Without any images, output the records below verbatim.

PROVIDED INFORMATION –
==========
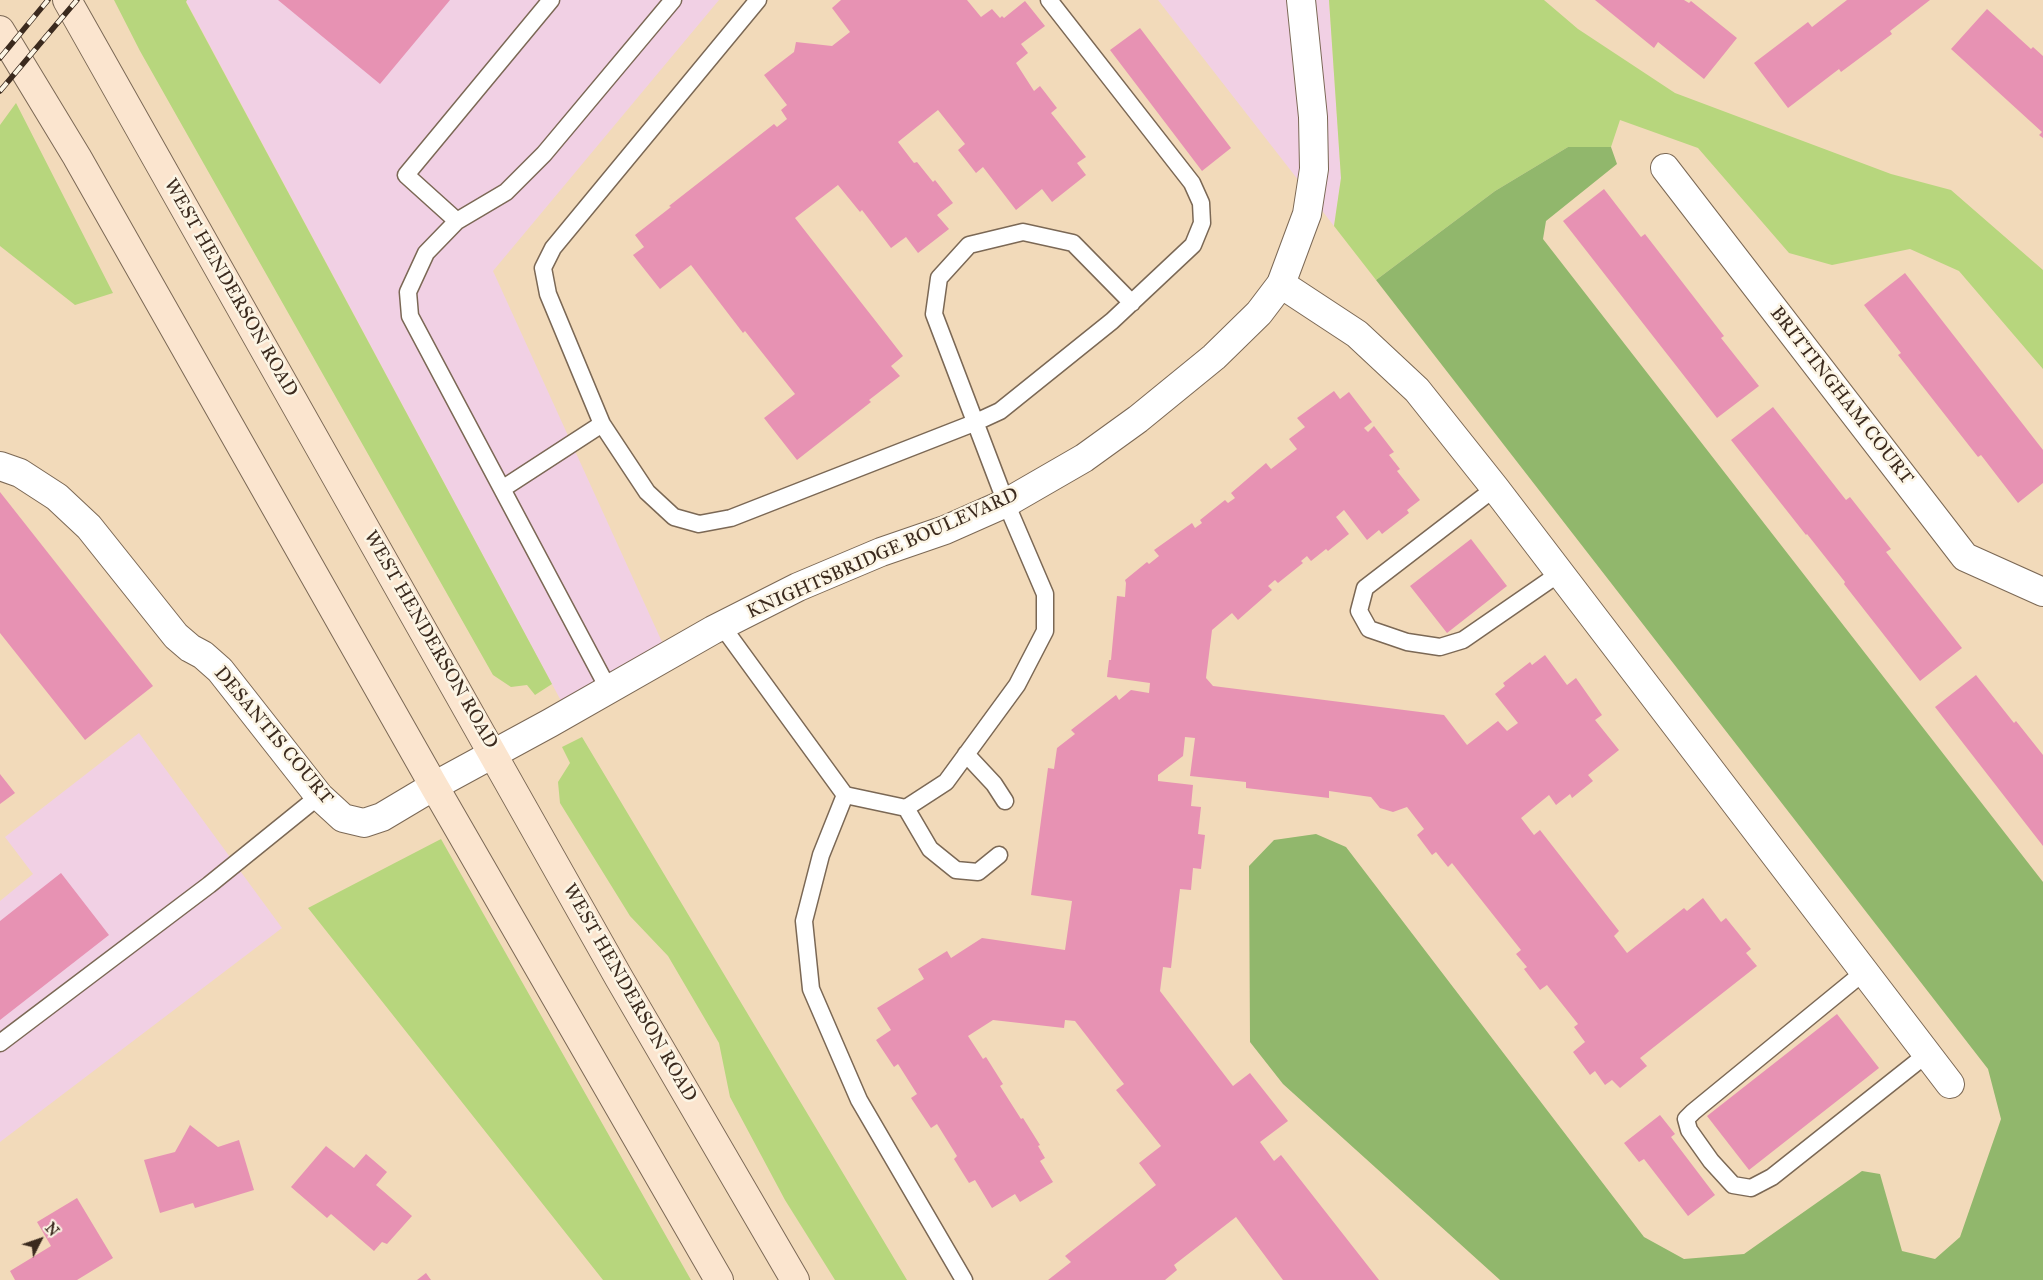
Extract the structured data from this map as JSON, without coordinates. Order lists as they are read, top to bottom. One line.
{"streets":{"main road":["WEST HENDERSON ROAD"],"street":["BRITTINGHAM COURT","KNIGHTSBRIDGE BOULEVARD","DESANTIS COURT"]},"crossings":[["WEST HENDERSON ROAD","KNIGHTSBRIDGE BOULEVARD"],["KNIGHTSBRIDGE BOULEVARD","DESANTIS COURT"]],"north":"top right"}
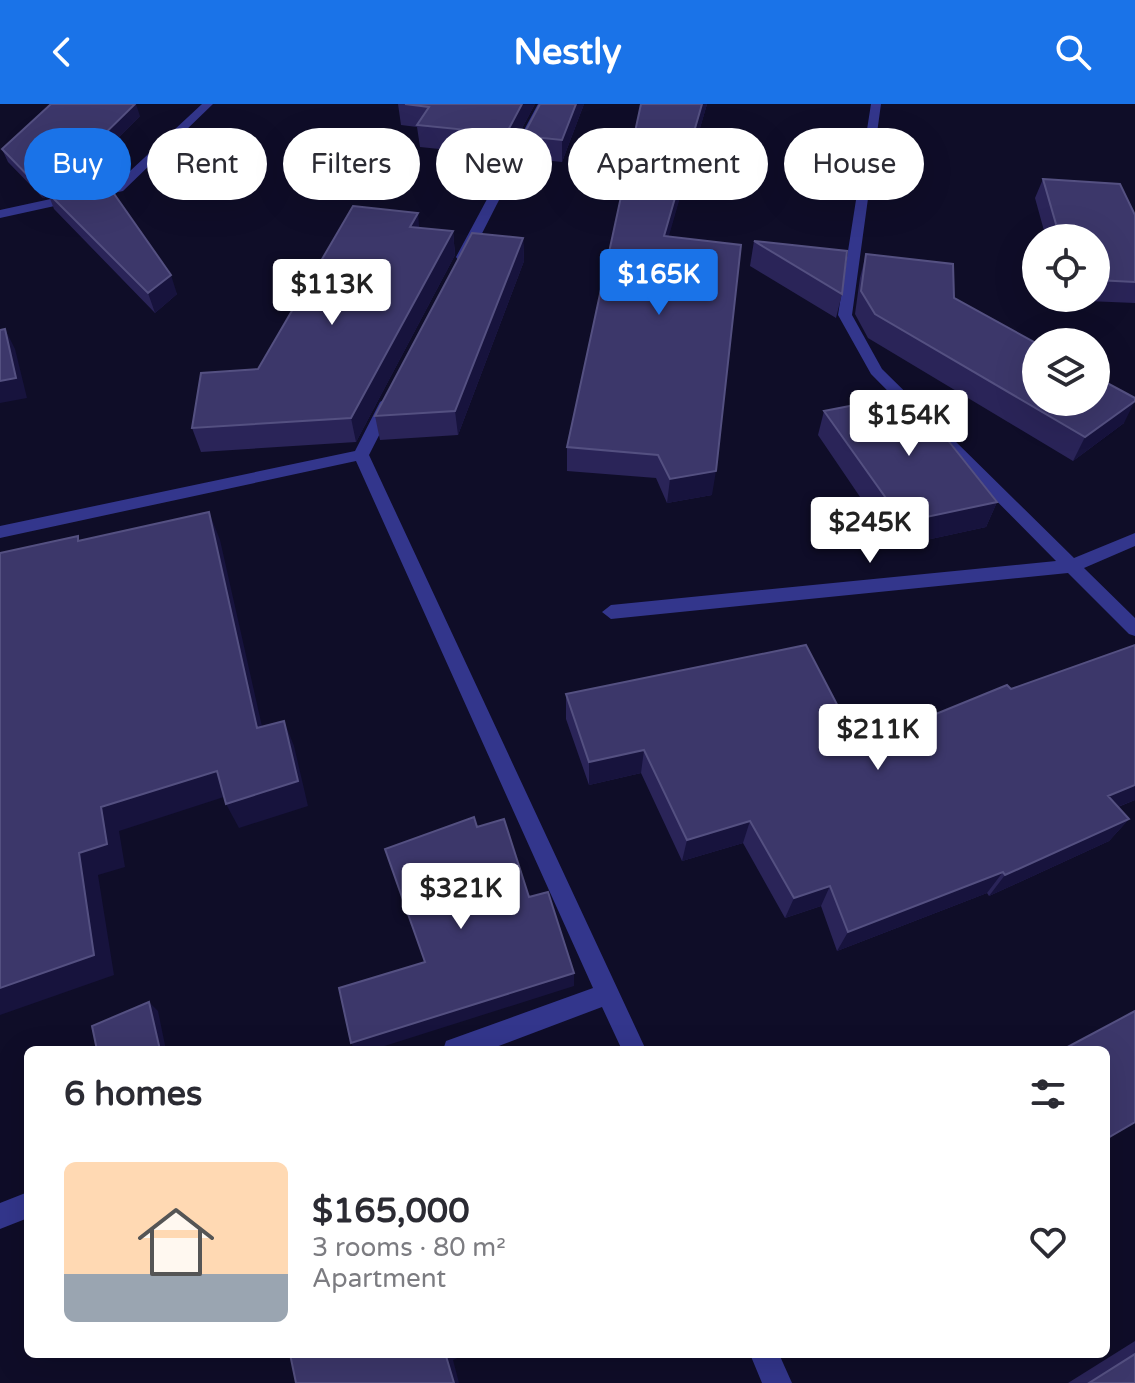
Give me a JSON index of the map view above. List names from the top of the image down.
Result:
{
  "page": {
    "header": "Nestly",
    "chip": [
      "Buy",
      "Rent",
      "Filters",
      "New",
      "Apartment",
      "House"
    ],
    "price": [
      "$165K",
      "$113K",
      "$154K",
      "$245K",
      "$211K",
      "$321K"
    ],
    "heading": "6 homes",
    "list": [
      {
        "name": "$165,000",
        "note": "3 rooms · 80 m² · Apartment"
      }
    ]
  }
}
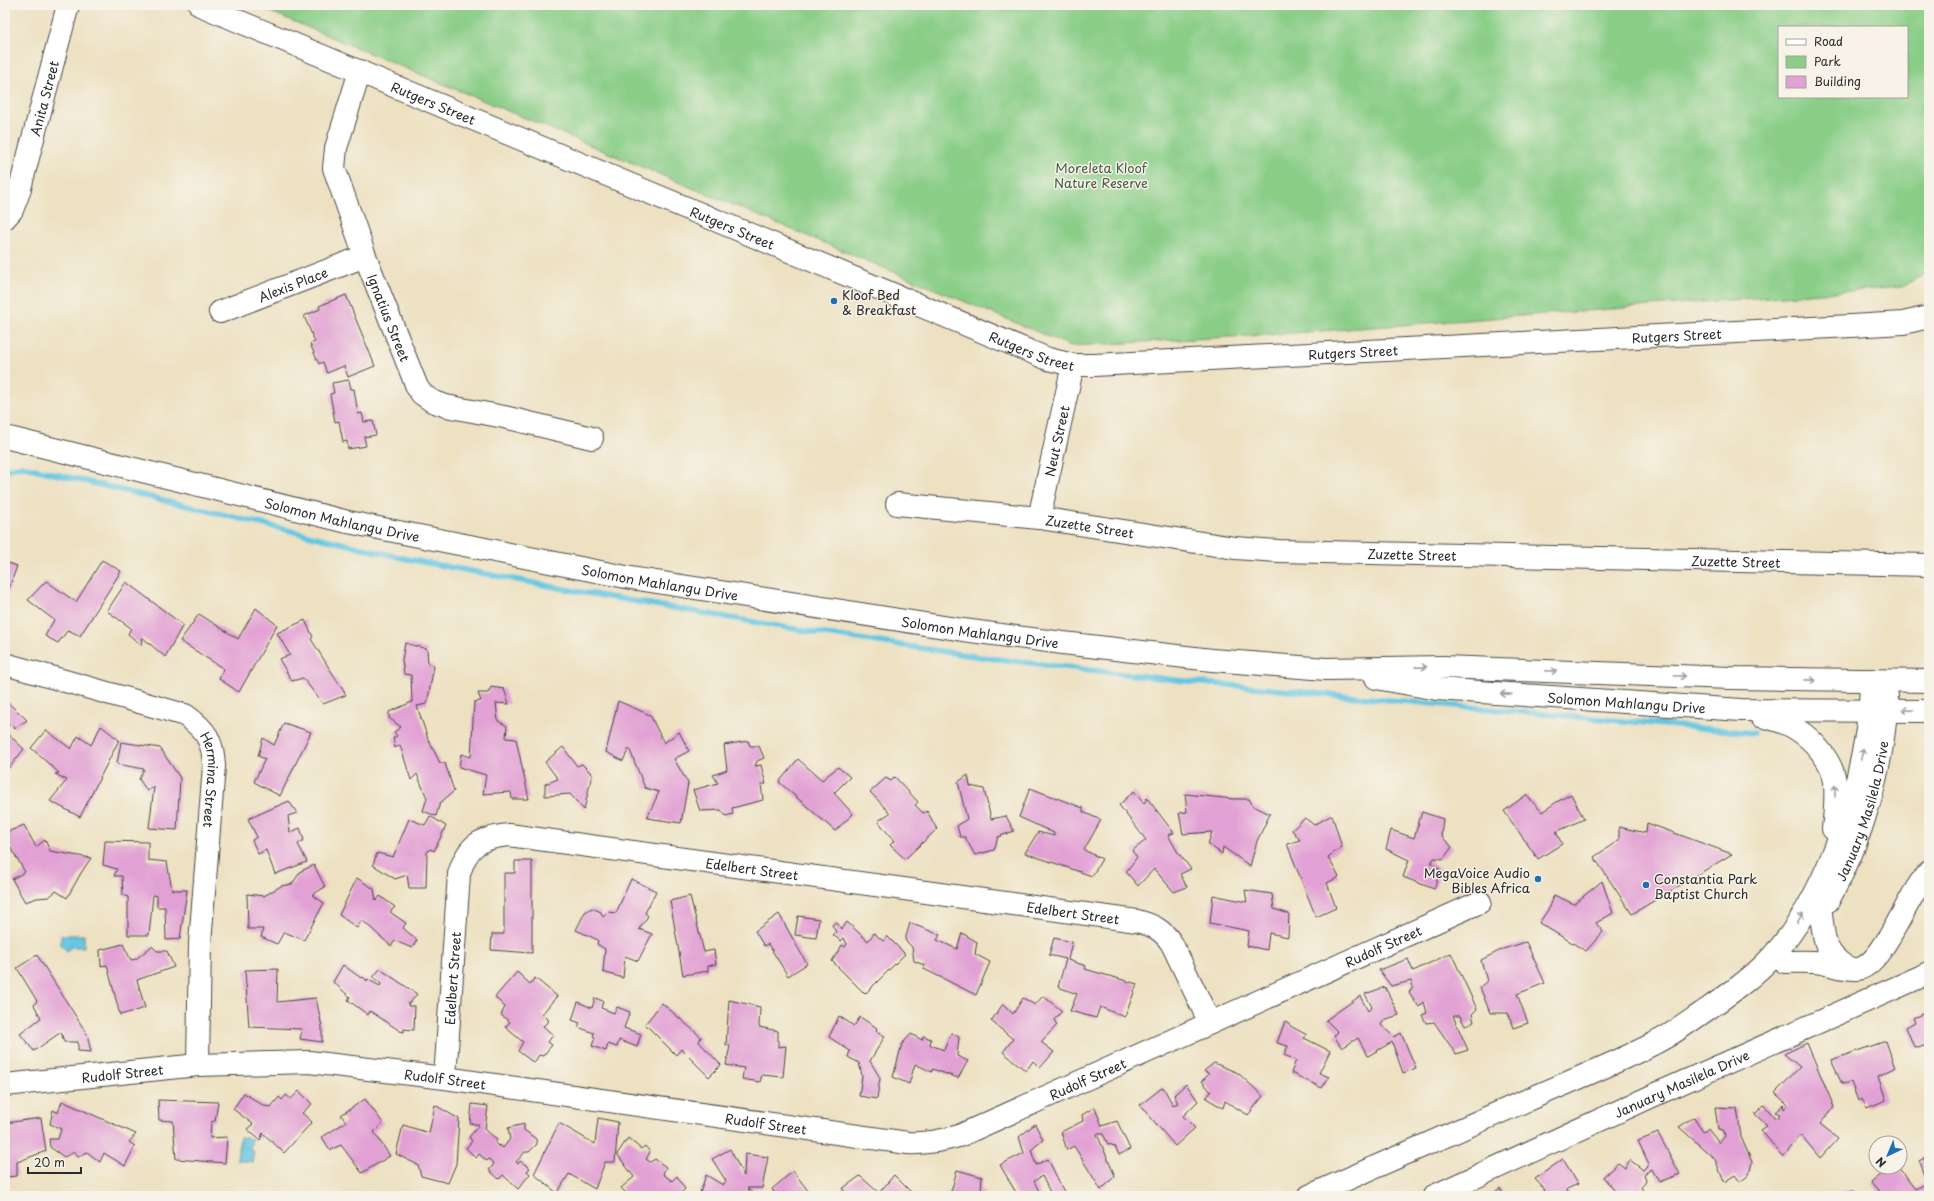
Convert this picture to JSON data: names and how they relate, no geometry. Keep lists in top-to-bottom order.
{
  "streets": {
    "street": [
      "Anita Street",
      "Rutgers Street",
      "Alexis Place",
      "Ignatius Street",
      "Neut Street",
      "Solomon Mahlangu Drive",
      "Zuzette Street",
      "Hermina Street",
      "January Masilela Drive",
      "Edelbert Street",
      "Rudolf Street"
    ]
  },
  "crossings": [
    ["Rutgers Street", "Ignatius Street"],
    ["Rutgers Street", "Neut Street"],
    ["Alexis Place", "Ignatius Street"],
    ["Neut Street", "Zuzette Street"],
    ["Solomon Mahlangu Drive", "January Masilela Drive"],
    ["Hermina Street", "Rudolf Street"],
    ["Edelbert Street", "Rudolf Street"]
  ],
  "parks": ["Moreleta Kloof Nature Reserve"],
  "places": ["Kloof Bed & Breakfast", "MegaVoice Audio Bibles Africa", "Constantia Park Baptist Church"],
  "legend": ["Road", "Park", "Building"],
  "scale_bar": "20 m",
  "north": "bottom left"
}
==========
SOLVED PROBLEM –
Extract the structured data from this map as JSON, without coordinates. Order lists as they are read, top to bottom. One line.
{"streets":{"main road":["WEST HENDERSON ROAD"],"street":["BRITTINGHAM COURT","KNIGHTSBRIDGE BOULEVARD","DESANTIS COURT"]},"crossings":[["WEST HENDERSON ROAD","KNIGHTSBRIDGE BOULEVARD"],["KNIGHTSBRIDGE BOULEVARD","DESANTIS COURT"]],"north":"top right"}
Give me a JSON index of the map view above. List names from the top of the image down.
Result:
{
  "page": {
    "header": "Nestly",
    "chip": [
      "Buy",
      "Rent",
      "Filters",
      "New",
      "Apartment",
      "House"
    ],
    "price": [
      "$165K",
      "$113K",
      "$154K",
      "$245K",
      "$211K",
      "$321K"
    ],
    "heading": "6 homes",
    "list": [
      {
        "name": "$165,000",
        "note": "3 rooms · 80 m² · Apartment"
      }
    ]
  }
}
Convert this picture to JSON data: names and how they relate, no geometry. Keep lists in top-to-bottom order.
{
  "streets": {
    "street": [
      "Anita Street",
      "Rutgers Street",
      "Alexis Place",
      "Ignatius Street",
      "Neut Street",
      "Solomon Mahlangu Drive",
      "Zuzette Street",
      "Hermina Street",
      "January Masilela Drive",
      "Edelbert Street",
      "Rudolf Street"
    ]
  },
  "crossings": [
    ["Rutgers Street", "Ignatius Street"],
    ["Rutgers Street", "Neut Street"],
    ["Alexis Place", "Ignatius Street"],
    ["Neut Street", "Zuzette Street"],
    ["Solomon Mahlangu Drive", "January Masilela Drive"],
    ["Hermina Street", "Rudolf Street"],
    ["Edelbert Street", "Rudolf Street"]
  ],
  "parks": ["Moreleta Kloof Nature Reserve"],
  "places": ["Kloof Bed & Breakfast", "MegaVoice Audio Bibles Africa", "Constantia Park Baptist Church"],
  "legend": ["Road", "Park", "Building"],
  "scale_bar": "20 m",
  "north": "bottom left"
}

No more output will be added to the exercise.